The clock tower was built of limestone quarried (a minor quarry activity) from the nearby Zedekiah's Cave.[15] It stood 13 feet tall, and was topped by four clock faces, oriented to the cardinal compass points. The eastern and western faces showed official time (European time) while the northern and southern faces showed the local ''alaturka'' time .[16] Above the clock faces was a bell and the crescent-and-star symbol of Ottoman rule.[citation needed]
The Turkish clock tower was knocked down by the British in 1922 – for aesthetic reasons,[13] although some believe it was rather meant as a measure to push forward the Westernisation of Palestine, starting with timekeeping.[16] The clock itself was re-erected on a modern, less decorated tower at the then- Allenby Square near the British Post Office and Town Hall; this British-built tower was itself ultimately demolished in 1934.[17]
The British authorities attempted to recreate the historical aspect of the 16th-century city walls and gates and considered the clock tower to be an unaesthetic, disfiguring addition. As part of the same general plan, all recent buildings set against the city walls and gates were demolished as well.
Outside the 1898 breach in the city wall at Jaffa Gate, on its southern side[18] and near the Bezalel Pavilion,[citation needed] was the so-called "Sultan's Sabil", built in 1900 or shortly before that.[18] It, too, was removed in 1921 by the British authorities.[18]
The Bezalel Pavilion near Jaffa Gate was a tin-plated wooden structure with a jagged roof and tower, built in 1912 as a shop and showroom of the Bezalel School of Arts. It was designed specifically for tourists and passersby on their way to and exiting the Old City. The pavilion was demolished six years after it was erected.[citation needed]
After the destruction of Jerusalem and the killing or enslavement of its Jewish population by the Roman Empire in 132 CE, Emperor Hadrian had the city rebuilt as a Roman city called Aelia Capitolina, and a tall pillar in the plaza inside the Damascus Gate was the starting point for measurements to other cities, as indicated in the mosaic Madaba Map. This pillar appears to have fallen or been demolished during the Byzantine period.[dubious – discuss]
In the 20th century, the plaza outside the Jaffa Gate served the same purpose. During the British Mandate for Palestine, a marker outside the doorway served as the zero point for distances to and from Jerusalem. There is no such marker today.
Jaffa Gate was inaugurated in 1538 as part of the rebuilding of the Old City walls by Suleiman the Magnificent.[5]
In 1898, a breach was made through the wall connecting the citadel with the gate tower that constituted the Jaffa Gate, ahead of German Emperor Wilhelm II's visit.

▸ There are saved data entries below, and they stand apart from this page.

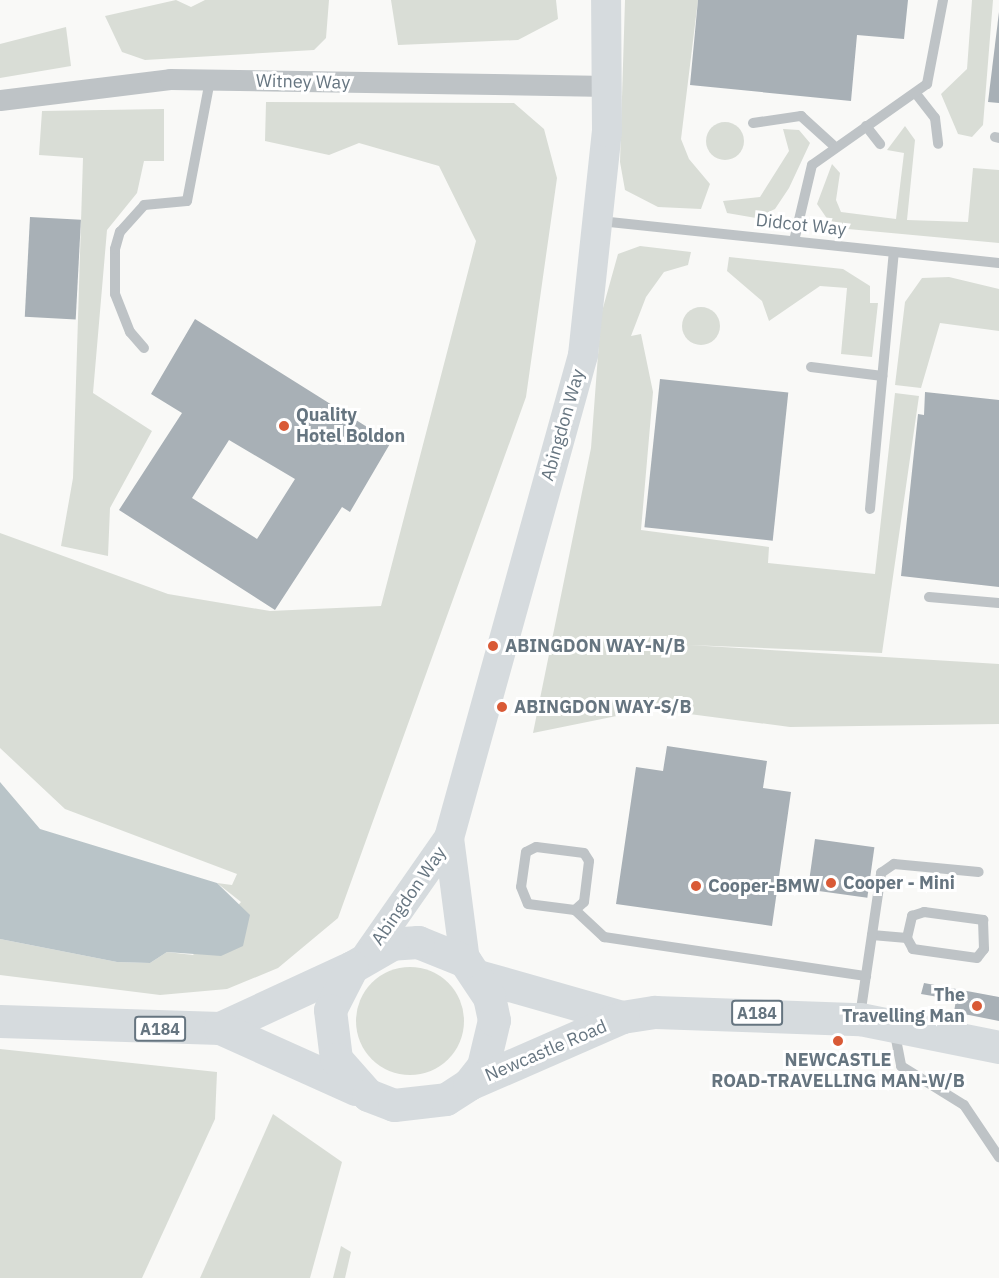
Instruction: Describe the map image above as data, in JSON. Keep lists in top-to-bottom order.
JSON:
{
  "streets": {
    "main road": ["Abingdon Way", "A184", "Newcastle Road"],
    "street": ["Witney Way"],
    "lane": ["Didcot Way"]
  },
  "crossings": [
    ["Witney Way", "Abingdon Way"],
    ["Didcot Way", "Abingdon Way"],
    ["Abingdon Way", "A184"],
    ["Abingdon Way", "Newcastle Road"],
    ["A184", "Newcastle Road"]
  ],
  "places": [
    "Quality Hotel Boldon",
    "ABINGDON WAY-N/B",
    "ABINGDON WAY-S/B",
    "Cooper - Mini",
    "Cooper-BMW",
    "The Travelling Man",
    "NEWCASTLE ROAD-TRAVELLING MAN-W/B"
  ]
}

Rumours have it that the Kaiser insisted on entering the city mounted on his white horse, or, according to some, in his carriage. Local legend said that Jerusalem would be ruled by a king who entered the city's gates on a white horse, so to satisfy the emperor's vanity and avoid the fate foretold by legend, a breach was made in the wall rather than allow him to ride through a gate. As the demolished wall segment was standing inside the citadel moat, a portion of the moat was filled in, creating the ramp that allowed the Emperor to access the breach and enter the city on his horse (or in his carriage). This was one of many other large projects undertaken across the Land in his honour. Contemporaneous accounts of the Emperor's entry, and the Ottoman authorities' destruction of the wall adjacent to the Jaffa Gate, were written by David Yellin, a contributor to the Hebrew-language newspaper Ha-Melitz, in his regular column titled "Letters from Jerusalem", on a number of occasions (e.g., 3 Tamuz, 5658, Hebrew equivalent of June 23, 1898; "middle of Av, 5658" – roughly end of July, 1898; and 28 Elul, 5658 – September 15, 1898).[19]

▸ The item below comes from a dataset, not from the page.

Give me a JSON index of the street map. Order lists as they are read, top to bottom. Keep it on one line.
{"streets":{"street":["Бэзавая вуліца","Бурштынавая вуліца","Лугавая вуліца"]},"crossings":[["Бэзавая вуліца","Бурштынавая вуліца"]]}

There were voices in the French press going against this demolition. The Kaiser verbally opposed the Turkish initiative, to which the German ambassador to the Porte sent a soothing written reply to Berlin, reassuring his monarch that this was just the implementation of long-standing infrastructure plans.[20]
Just inside the gate, behind an iron grating on the left, lie two tombs. These belong to two Ottoman-era notables, but a folk legend attributes them to the two architects whom Suleiman commissioned to construct the Old City walls. According to legend, when Suleiman saw that the architects had left Mount Zion and the tomb of King David outside of the enclosure, he ordered them executed. However, in deference to their impressive achievement, he had them buried inside the walls next to Jaffa Gate.[21]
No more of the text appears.